Sento-me no banco de madeira e escuto os soluços da viúva à minha frente. O canto litúrgico ecoa na nave. Meus olhos fixam o teto onde leio: sacrificium laudis mater christi – ora pro nobis. Alguém lá em cima ora por nós. Aqui embaixo, o sacerdote pede donativos.
Ao meu lado, uma moça abre a carteira e tira uma nota de cinco reais. Olha melhor, devolve, retira uma de dez e volta com a de cinco. Achei engraçado. Fiquei me imaginando dentro daquele cérebro.
“Cinco reais? Você é uma ingrata! Eu faço tanto por você! Quer um destino semelhante ao do falecido? Procura melhor aí nessa carteira porque daqui estou vendo uma notinha maior”.
Na morte, onde a sensibilidade da ausência e da falta que será sentida está mais aflorada, culpa e benevolência se aproximam. O telefonema que não dei, o convite para o cinema que recusei, a palavra que deixei de falar, a que falei em demasia, aquele aniversário que não fui, a briga desnecessária, como se brigar fosse necessário alguma vez.
A consciência da brevidade da vida é um dos raros momentos que nos faz ressonantes à dor do outro e nos dá a dimensão de pertencimento.
Pertencimento é um desejo que nos move o tempo todo. Pertencer a algo, a alguém, a um grupo e nos sentirmos de algum modo protegidos e reconhecidos. Não de forma narcísica, mas naquilo que nos toca a essência e nos faz chegar a uma oitava superior.
Nas sociedades arcaicas, o pertencimento estava ligado ao cumprimento de rituais, tarefas e missões, signos importantes que faziam todo o sentido na dinâmica daqueles grupos. Na sociedade atual, tudo isso se pulverizou e muitas vezes inventamos nossas próprias formas de pertencimento.
Quantas pessoas parecem zumbis seguindo algum mestre ou ritual sem terem o tempo e a tranquilidade necessários para avaliar se esse é mesmo o melhor caminho a seguir. Caminhos mal trilhados, difíceis ou até inapropriados podem nos ensinar muito no percurso da nossa vida, mas existem outros cujas sequelas podem ser desastrosas.
O que realmente é importante, afinal?
Não falo de rituais dogmáticos, mas daquilo que nossa alma tem fome.
Dias desses conversava sobre religião com um grupo formado por um casal budista, um casal judeu, um católico praticante e uma moça que dizia em alto e bom som que Deus não existia. Para ela, religião era uma prisão, nós estávamos todos enfeitiçados e, por isso éramos facilmente manipuláveis. Os mais crentes protestaram.

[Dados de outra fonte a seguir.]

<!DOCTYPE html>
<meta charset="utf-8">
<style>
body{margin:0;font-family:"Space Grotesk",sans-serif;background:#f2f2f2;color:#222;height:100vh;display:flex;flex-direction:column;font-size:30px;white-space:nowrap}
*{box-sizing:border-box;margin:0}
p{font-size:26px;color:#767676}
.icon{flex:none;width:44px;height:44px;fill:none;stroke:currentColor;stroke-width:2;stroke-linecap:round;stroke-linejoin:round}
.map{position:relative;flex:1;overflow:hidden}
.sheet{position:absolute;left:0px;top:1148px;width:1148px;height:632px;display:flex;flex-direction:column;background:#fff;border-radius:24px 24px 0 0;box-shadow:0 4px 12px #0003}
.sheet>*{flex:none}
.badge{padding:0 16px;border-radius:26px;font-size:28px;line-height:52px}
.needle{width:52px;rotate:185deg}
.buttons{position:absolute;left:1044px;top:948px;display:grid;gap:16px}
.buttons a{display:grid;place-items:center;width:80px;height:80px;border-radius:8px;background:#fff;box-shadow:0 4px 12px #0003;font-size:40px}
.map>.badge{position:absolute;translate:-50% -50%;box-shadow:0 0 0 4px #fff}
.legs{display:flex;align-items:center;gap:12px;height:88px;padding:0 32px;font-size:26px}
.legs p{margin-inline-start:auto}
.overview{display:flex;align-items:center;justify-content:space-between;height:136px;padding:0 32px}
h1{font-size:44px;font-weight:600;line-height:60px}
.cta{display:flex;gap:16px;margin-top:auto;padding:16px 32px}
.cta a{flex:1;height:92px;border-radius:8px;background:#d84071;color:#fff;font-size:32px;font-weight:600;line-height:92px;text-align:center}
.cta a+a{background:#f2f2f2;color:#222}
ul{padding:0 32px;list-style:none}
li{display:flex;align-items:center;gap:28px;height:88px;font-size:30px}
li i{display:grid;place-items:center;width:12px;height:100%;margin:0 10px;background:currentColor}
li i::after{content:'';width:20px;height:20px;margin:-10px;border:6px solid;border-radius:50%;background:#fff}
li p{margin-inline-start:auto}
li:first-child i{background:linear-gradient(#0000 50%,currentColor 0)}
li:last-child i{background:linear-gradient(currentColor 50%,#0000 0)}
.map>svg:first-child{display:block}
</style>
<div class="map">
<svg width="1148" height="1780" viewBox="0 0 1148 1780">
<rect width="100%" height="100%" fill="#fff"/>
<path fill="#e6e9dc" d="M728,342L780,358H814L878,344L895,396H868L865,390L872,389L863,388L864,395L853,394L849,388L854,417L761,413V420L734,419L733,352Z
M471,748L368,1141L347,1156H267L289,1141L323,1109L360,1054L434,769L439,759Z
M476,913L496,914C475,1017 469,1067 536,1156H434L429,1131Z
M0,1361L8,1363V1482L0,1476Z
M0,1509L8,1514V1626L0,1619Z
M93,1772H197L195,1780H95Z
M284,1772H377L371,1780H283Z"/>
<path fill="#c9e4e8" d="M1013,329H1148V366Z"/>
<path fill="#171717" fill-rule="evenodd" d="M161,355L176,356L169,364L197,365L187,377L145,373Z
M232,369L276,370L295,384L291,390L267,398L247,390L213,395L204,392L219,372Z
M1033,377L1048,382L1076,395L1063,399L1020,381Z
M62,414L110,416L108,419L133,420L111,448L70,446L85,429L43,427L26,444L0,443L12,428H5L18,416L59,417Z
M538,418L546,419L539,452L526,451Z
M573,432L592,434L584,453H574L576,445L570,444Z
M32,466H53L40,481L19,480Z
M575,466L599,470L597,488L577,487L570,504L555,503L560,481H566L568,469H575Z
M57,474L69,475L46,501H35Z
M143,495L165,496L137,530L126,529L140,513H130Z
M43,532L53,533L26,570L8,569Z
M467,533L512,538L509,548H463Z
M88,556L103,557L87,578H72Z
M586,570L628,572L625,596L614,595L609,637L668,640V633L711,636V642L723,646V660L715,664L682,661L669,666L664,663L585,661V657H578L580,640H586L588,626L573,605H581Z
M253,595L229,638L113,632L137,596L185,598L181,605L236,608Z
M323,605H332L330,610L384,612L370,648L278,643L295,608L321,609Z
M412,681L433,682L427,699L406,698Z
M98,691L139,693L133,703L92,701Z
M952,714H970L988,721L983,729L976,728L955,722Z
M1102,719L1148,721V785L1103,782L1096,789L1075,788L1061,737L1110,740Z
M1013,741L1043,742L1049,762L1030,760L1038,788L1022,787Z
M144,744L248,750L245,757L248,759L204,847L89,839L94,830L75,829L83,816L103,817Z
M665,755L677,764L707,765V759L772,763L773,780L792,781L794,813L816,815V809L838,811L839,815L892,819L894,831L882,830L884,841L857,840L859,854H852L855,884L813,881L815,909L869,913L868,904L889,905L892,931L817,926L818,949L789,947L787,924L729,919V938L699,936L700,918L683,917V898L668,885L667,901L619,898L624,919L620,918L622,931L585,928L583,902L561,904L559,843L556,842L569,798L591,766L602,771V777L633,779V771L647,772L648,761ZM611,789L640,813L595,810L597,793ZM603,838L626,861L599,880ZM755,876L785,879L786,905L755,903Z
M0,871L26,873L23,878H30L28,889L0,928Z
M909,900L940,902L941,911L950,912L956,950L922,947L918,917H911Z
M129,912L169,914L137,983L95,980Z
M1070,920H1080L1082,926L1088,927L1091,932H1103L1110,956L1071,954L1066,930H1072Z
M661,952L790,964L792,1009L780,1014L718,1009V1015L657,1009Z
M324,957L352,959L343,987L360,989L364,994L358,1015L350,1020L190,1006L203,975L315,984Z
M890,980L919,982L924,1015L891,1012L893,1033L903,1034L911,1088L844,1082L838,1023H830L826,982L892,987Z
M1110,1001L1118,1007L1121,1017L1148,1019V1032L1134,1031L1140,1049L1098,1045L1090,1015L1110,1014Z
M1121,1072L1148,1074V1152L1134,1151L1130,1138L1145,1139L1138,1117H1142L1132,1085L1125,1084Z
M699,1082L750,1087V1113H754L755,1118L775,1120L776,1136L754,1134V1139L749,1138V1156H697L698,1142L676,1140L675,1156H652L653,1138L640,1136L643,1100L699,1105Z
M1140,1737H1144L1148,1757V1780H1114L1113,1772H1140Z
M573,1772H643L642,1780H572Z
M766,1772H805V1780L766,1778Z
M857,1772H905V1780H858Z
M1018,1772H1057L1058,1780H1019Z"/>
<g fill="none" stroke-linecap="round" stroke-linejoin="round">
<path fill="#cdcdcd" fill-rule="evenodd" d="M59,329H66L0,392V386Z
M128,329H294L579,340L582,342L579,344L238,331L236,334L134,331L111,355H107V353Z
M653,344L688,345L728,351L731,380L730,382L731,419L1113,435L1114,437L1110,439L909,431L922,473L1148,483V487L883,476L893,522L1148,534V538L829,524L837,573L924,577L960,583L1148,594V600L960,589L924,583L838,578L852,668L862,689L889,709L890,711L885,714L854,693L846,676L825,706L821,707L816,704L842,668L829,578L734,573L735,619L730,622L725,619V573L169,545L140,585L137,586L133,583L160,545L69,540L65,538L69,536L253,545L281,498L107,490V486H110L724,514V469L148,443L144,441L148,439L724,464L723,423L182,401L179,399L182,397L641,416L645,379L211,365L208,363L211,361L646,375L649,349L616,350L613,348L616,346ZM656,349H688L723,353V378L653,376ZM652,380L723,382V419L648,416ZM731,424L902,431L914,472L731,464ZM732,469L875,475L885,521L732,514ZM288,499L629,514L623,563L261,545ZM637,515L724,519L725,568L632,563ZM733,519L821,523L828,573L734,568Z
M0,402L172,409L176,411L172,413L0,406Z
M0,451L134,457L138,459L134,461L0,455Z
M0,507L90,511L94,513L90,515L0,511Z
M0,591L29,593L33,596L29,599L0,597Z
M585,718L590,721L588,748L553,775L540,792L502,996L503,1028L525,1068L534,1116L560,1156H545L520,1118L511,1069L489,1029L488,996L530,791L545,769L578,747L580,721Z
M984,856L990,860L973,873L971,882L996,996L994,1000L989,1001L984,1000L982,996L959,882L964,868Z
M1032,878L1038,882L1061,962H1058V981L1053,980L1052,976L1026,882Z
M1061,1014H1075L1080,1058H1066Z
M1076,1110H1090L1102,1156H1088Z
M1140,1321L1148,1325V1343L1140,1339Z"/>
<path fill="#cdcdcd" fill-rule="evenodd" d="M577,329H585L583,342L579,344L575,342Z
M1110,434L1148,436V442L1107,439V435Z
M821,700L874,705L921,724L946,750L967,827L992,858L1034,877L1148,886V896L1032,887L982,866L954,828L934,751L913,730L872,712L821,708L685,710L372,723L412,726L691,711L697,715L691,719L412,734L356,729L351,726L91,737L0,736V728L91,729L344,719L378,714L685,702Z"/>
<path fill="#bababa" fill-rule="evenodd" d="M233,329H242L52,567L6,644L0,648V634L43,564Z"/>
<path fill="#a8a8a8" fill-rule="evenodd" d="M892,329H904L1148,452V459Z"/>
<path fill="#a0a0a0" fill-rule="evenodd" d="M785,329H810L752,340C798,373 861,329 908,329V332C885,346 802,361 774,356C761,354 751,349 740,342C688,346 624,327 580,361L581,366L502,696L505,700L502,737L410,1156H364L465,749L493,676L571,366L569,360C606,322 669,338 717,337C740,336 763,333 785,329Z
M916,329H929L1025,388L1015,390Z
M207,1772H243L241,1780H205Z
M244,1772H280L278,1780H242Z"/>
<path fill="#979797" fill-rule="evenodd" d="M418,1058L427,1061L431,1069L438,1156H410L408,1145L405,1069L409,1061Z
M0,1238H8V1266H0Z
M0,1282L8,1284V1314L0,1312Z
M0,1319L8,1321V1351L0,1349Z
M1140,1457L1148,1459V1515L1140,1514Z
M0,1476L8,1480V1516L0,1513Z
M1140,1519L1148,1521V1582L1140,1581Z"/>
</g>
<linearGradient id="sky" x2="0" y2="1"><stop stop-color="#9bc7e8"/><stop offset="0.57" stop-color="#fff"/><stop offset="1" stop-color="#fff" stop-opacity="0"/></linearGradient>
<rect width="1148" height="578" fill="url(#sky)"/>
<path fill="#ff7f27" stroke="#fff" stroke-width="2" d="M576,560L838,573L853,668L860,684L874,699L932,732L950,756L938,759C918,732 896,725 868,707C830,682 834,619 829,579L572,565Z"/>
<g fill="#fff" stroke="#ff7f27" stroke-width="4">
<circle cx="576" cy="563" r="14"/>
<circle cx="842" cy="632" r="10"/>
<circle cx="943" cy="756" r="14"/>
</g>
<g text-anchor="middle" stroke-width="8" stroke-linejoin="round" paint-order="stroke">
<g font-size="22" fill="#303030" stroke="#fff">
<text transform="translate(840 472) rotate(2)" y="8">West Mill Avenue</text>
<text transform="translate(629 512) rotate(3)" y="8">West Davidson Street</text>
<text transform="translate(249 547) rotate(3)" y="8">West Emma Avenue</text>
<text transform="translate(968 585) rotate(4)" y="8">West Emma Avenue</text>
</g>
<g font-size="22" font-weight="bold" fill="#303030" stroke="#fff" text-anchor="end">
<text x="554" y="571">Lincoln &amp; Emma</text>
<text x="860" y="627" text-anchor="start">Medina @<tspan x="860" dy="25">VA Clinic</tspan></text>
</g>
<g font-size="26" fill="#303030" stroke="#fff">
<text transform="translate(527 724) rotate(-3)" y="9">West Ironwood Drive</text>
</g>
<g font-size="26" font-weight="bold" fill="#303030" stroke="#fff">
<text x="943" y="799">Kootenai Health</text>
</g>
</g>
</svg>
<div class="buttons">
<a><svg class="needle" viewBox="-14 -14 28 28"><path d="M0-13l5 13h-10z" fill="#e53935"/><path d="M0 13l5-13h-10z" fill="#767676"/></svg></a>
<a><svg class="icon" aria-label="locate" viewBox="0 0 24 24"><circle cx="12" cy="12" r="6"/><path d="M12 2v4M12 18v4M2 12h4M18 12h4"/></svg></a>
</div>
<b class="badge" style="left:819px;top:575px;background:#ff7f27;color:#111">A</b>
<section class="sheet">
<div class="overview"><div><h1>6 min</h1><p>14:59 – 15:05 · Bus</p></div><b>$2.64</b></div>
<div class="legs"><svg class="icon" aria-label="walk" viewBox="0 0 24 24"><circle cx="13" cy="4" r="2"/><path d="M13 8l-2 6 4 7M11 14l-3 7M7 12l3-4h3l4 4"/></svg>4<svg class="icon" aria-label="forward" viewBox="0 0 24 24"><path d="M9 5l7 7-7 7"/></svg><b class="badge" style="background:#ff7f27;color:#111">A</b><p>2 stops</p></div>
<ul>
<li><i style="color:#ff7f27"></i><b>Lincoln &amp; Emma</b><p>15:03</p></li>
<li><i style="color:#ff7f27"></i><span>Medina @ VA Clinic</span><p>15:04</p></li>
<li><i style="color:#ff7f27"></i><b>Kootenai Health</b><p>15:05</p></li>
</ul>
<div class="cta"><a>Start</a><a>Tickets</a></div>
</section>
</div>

Confesso que concordei com ela em muitos pontos, mas entendo a presença divina de uma forma diferente. Tive experiências em que não havia como negar a presença de Deus.
Houve um momento em que senti que a moça usava seu ceticismo com o mesmo fervor que os fundamentalistas usam seus dogmas religiosos. O ceticismo como religião.

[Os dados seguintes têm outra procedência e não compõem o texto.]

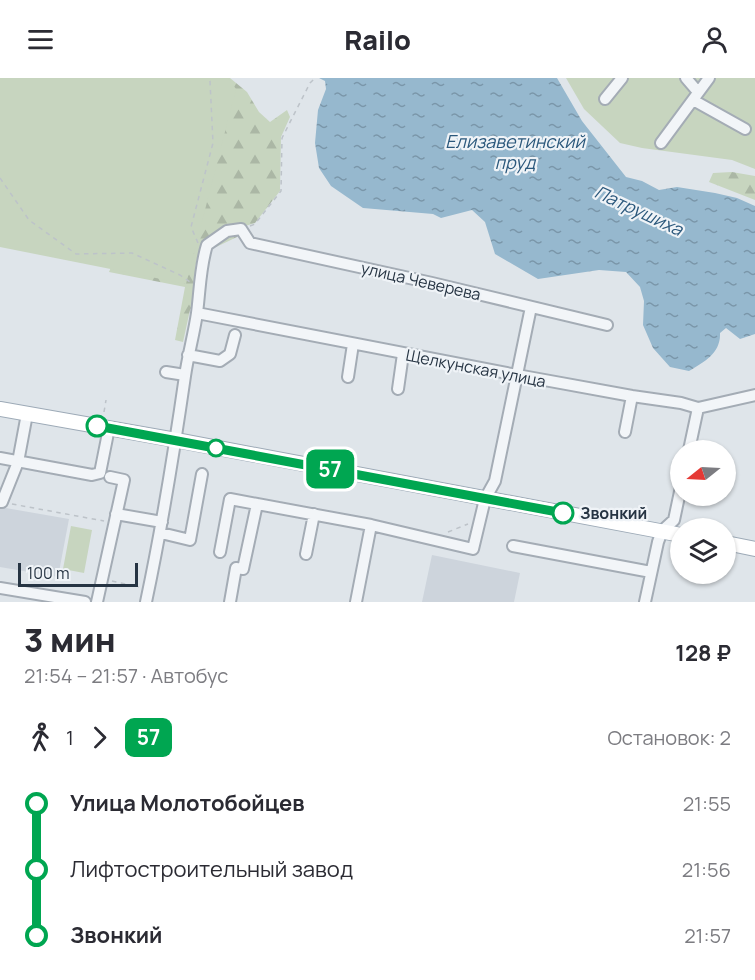 <!DOCTYPE html>
<html lang="ru">
<head>
<meta charset="utf-8">
<style>
  :root { --surface:#fff; --page:#f2f2f3; --text:#2b2b33; --muted:#7c7c81 }
  body { margin:0; font-family:Manrope,sans-serif; background:var(--page); color:var(--text); height:100vh; display:flex; flex-direction:column; font-size:22px; white-space:nowrap }
  * { box-sizing:border-box; margin:0 }
  p { font-size:20px; color:var(--muted) }
  .icon { flex:none; width:33px; height:33px; fill:none; stroke:currentColor; stroke-width:2; stroke-linecap:round; stroke-linejoin:round }
  .map { position:relative; height:524px; overflow:hidden }
  .side { display:flex; flex-direction:column; background:var(--surface); flex:1 }
  .side>* { flex:none }
  .badge { padding:0 12px; border-radius:9px; font-size:21px; line-height:39px }
  .needle { width:39px; rotate:252deg }
  .buttons { position:absolute; left:670px; top:362px; display:grid; gap:12px }
  .buttons a { display:grid; place-items:center; width:66px; height:66px; border-radius:50%; background:var(--surface); box-shadow:0 2px 4px #0004; font-size:30px }
  .scale { position:absolute; left:18px; bottom:15px; width:120px; box-sizing:border-box; padding-left:6px; border:3px solid #263443; border-top:0; font-size:16px; line-height:21px; white-space:nowrap; color:#263443; -webkit-text-stroke:4px #eff3f7; paint-order:stroke }
  .map>.badge { position:absolute; translate:-50% -50%; box-shadow:0 0 0 3px #fff }
  .legs { display:flex; align-items:center; gap:9px; height:66px; padding:0 24px; font-size:20px }
  .legs p { margin-inline-start:auto }
  .headline { display:flex; align-items:center; justify-content:space-between; height:102px; padding:0 24px }
  h1 { font-size:33px; font-weight:800; line-height:45px }
  ul { padding:0 24px; list-style:none }
  li { display:flex; align-items:center; gap:21px; height:66px; font-size:22px }
  li i { display:grid; place-items:center; width:9px; height:100%; margin:0 8px; background:currentColor }
  li i::after { content:''; width:15px; height:15px; margin:-8px; border:4px solid; border-radius:50%; background:var(--surface) }
  li p { margin-inline-start:auto }
  li:first-child i { background:linear-gradient(#0000 50%,currentColor 0) }
  li:last-child i { background:linear-gradient(currentColor 50%,#0000 0) }
  header { display:flex; justify-content:space-between; align-items:center; height:78px; padding:0 24px; background:var(--surface); font-size:27px; font-weight:800 }
  .map>svg:first-child { display:block }
</style>
</head>
<body>
<header><svg class="icon" aria-label="menu" viewBox="0 0 24 24"><path d="M4 6h16M4 12h16M4 18h16"/></svg>Railo<svg class="icon" aria-label="person" viewBox="0 0 24 24"><circle cx="12" cy="8" r="4"/><path d="M4 21q1-7 8-7t8 7"/></svg></header>
<div class="map">
<svg width="755" height="524" viewBox="0 0 755 524">
  <defs>
    <pattern id="forest-firs" width="22" height="20" patternUnits="userSpaceOnUse" patternTransform="scale(1.5)"><rect width="22" height="20" fill="#c7d5bf"/><path d="M5 1l3.5 6h-7zM16 11l3.5 6h-7z" fill="#abb7a5"/></pattern>
    <pattern id="water-ripples" width="26" height="14" patternUnits="userSpaceOnUse" patternTransform="scale(1.5)"><rect width="26" height="14" fill="#96b8ce"/><path d="M2 4q2-2 4 0t4 0M15 11q2-2 4 0t4 0" fill="none" stroke="#7a96a9"/></pattern>
  </defs>
  <rect width="100%" height="100%" fill="#dfe5ea"/>
  <path fill="#cdd4dc" d="M0,429L69,441L58,499L0,489Z
    M432,477L520,495L514,524H422Z"/>
  <path fill="url(#forest-firs)" d="M190,0H230L247,14L259,34L270,44L287,32L290,39L281,59L280,113L255,145L239,150L237,159L216,169V163L205,164L197,180L195,191L197,200L193,227L190,232L183,264L175,262L185,209L109,194Z
    M732,94L755,98V122L709,104L713,95Z"/>
  <path fill="#c7d5bf" d="M0,0H228L236,11L186,206L0,169Z
    M566,0H755V91L732,82L642,70L620,65L584,31Z
    M71,448L92,452L84,495L63,491Z"/>
  <path fill="url(#water-ripples)" d="M319,0H557L582,43L626,99L642,103L659,112L677,109L715,115L737,120L755,128V256L740,261L726,250L720,255C721,275 704,284 689,293L670,289L653,270L643,247L644,223L640,209L626,194L599,192L538,201L495,176L485,144L472,132L441,140L433,136L363,130L331,108L319,90L315,65L318,32L326,11L325,3Z"/>
  <g fill="none" stroke-linecap="round" stroke-linejoin="round">
    <g stroke="#a4acb5" stroke-width="14">
      <path id="minor" d="M686,0L698,14
        M605,21L622,0
        M693,22L745,51
        M661,65L709,0
        M197,235L517,297L632,318L681,325L698,330L755,317
        M188,277L220,283L230,276L235,257
        M166,294L185,297
        M348,299L353,266
        M398,311L403,276
        M625,354L632,318
        M689,372L698,330
        M0,380L92,397L100,395L109,350
        M0,424H2L18,384L27,336
        M116,436L162,444
        M161,455L190,462L202,396
        M513,468L651,494
        M220,474L230,421L371,447L473,471L485,421L495,403L531,229
        M306,476L314,436
        M0,510L85,524
        M97,524L124,402L110,399
        M146,524C162,449 174,374 185,298C188,277 194,256 197,235C200,212 200,189 207,167L227,153L241,151L250,165L432,205L607,247
        M230,524L236,490L243,491L257,426
        M356,524L371,447
        M645,524L658,464L662,453L674,442L681,409"/>
    </g>
    <g stroke="#9daab7" stroke-width="16">
      <path id="major" d="M0,331L176,362L681,457
        M726,465L755,471"/>
    </g>
    <path stroke="#bdc3c9" stroke-width="1.5" stroke-dasharray="4.5 4.5" stroke-linecap="butt" d="M0,100L29,142L76,176L132,175L180,197L190,204
      M250,148L255,146L281,113L282,60L310,5L315,0
      M198,165L191,149L213,65L210,3L208,0
      M104,334L106,322
      M12,426L104,443
      M448,454L468,446
      M112,503L139,509"/>
    <use href="#minor" stroke="#f2f5f8" stroke-width="10"/>
    <use href="#major" stroke="#fff" stroke-width="14"/>
  </g>
  <g fill="none" stroke-linecap="round" stroke-linejoin="round">
    <g stroke="#fff" stroke-width="14">
      <path id="line-1" d="M97,348L563,435"/>
    </g>
    <use href="#line-1" stroke="#00a651" stroke-width="9"/>
  </g>
  <g fill="#fff" stroke="#00a651" stroke-width="3">
    <circle cx="97" cy="348" r="10"/>
    <circle cx="216" cy="370" r="8"/>
    <circle cx="563" cy="435" r="10"/>
  </g>
  <g text-anchor="middle" dominant-baseline="central" stroke-width="4.5" stroke-linejoin="round" paint-order="stroke">
    <g font-size="16" fill="#263443" stroke="#eff3f7">
      <text transform="translate(421 203) rotate(13)">улица Чеверева</text>
      <text transform="translate(476 290) rotate(11)">Щелкунская улица</text>
    </g>
    <g font-size="16" font-weight="bold" fill="#263443" stroke="#eff3f7" text-anchor="start">
      <text x="580" y="435">Звонкий</text>
    </g>
    <g font-size="18" font-style="italic" fill="#2b587c" stroke="#eff3f7">
      <text x="515" y="63">Елизаветинский<tspan x="515" dy="21">пруд</tspan></text>
      <text transform="translate(639 132) rotate(25)">Патрушиха</text>
    </g>
  </g>
</svg>
<div class="buttons">
<a><svg class="needle" viewBox="-14 -14 28 28"><path d="M0-13l5 13h-10z" fill="#e53935"/><path d="M0 13l5-13h-10z" fill="#7c7c81"/></svg></a>
<a><svg class="icon" aria-label="layers" viewBox="0 0 24 24"><path d="M12 4l9 5-9 5-9-5zM3 14l9 5 9-5"/></svg></a>
</div>
<div class="scale">100 m</div>
<b class="badge" style="left:330px;top:391px;background:#00a651;color:#fff">57</b>
</div>
<section class="side">
<div class="headline"><div><h1>3 мин</h1><p>21:54 – 21:57 · Автобус</p></div><b>128 ₽</b></div>
<div class="legs"><svg class="icon" aria-label="walk" viewBox="0 0 24 24"><circle cx="13" cy="4" r="2"/><path d="M13 8l-2 6 4 7M11 14l-3 7M7 12l3-4h3l4 4"/></svg>1<svg class="icon" aria-label="forward" viewBox="0 0 24 24"><path d="M9 5l7 7-7 7"/></svg><b class="badge" style="background:#00a651;color:#fff">57</b><p>Остановок: 2</p></div>
<ul>
<li><i style="color:#00a651"></i><b>Улица Молотобойцев</b><p>21:55</p></li>
<li><i style="color:#00a651"></i><span>Лифтостроительный завод</span><p>21:56</p></li>
<li><i style="color:#00a651"></i><b>Звонкий</b><p>21:57</p></li>
</ul>
</section>
</body>
</html>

Certa vez ouvi de um rabino progressista:
– Onde mora o divino para vocês? O que é o divino? Será que só entramos em contato com o sagrado quando rezamos? E quando brigamos? E quando fazemos as pazes? A ciência e a natureza não estão na transmissão do divino? E a arte?
Essa fala me fez pensar: do que, de fato, nossa alma tem fome? Como alimentar essa fome do sagrado?
Dessa resposta depende nossa libertação do eterno abrir e fechar a carteira em troca de favores celestiais.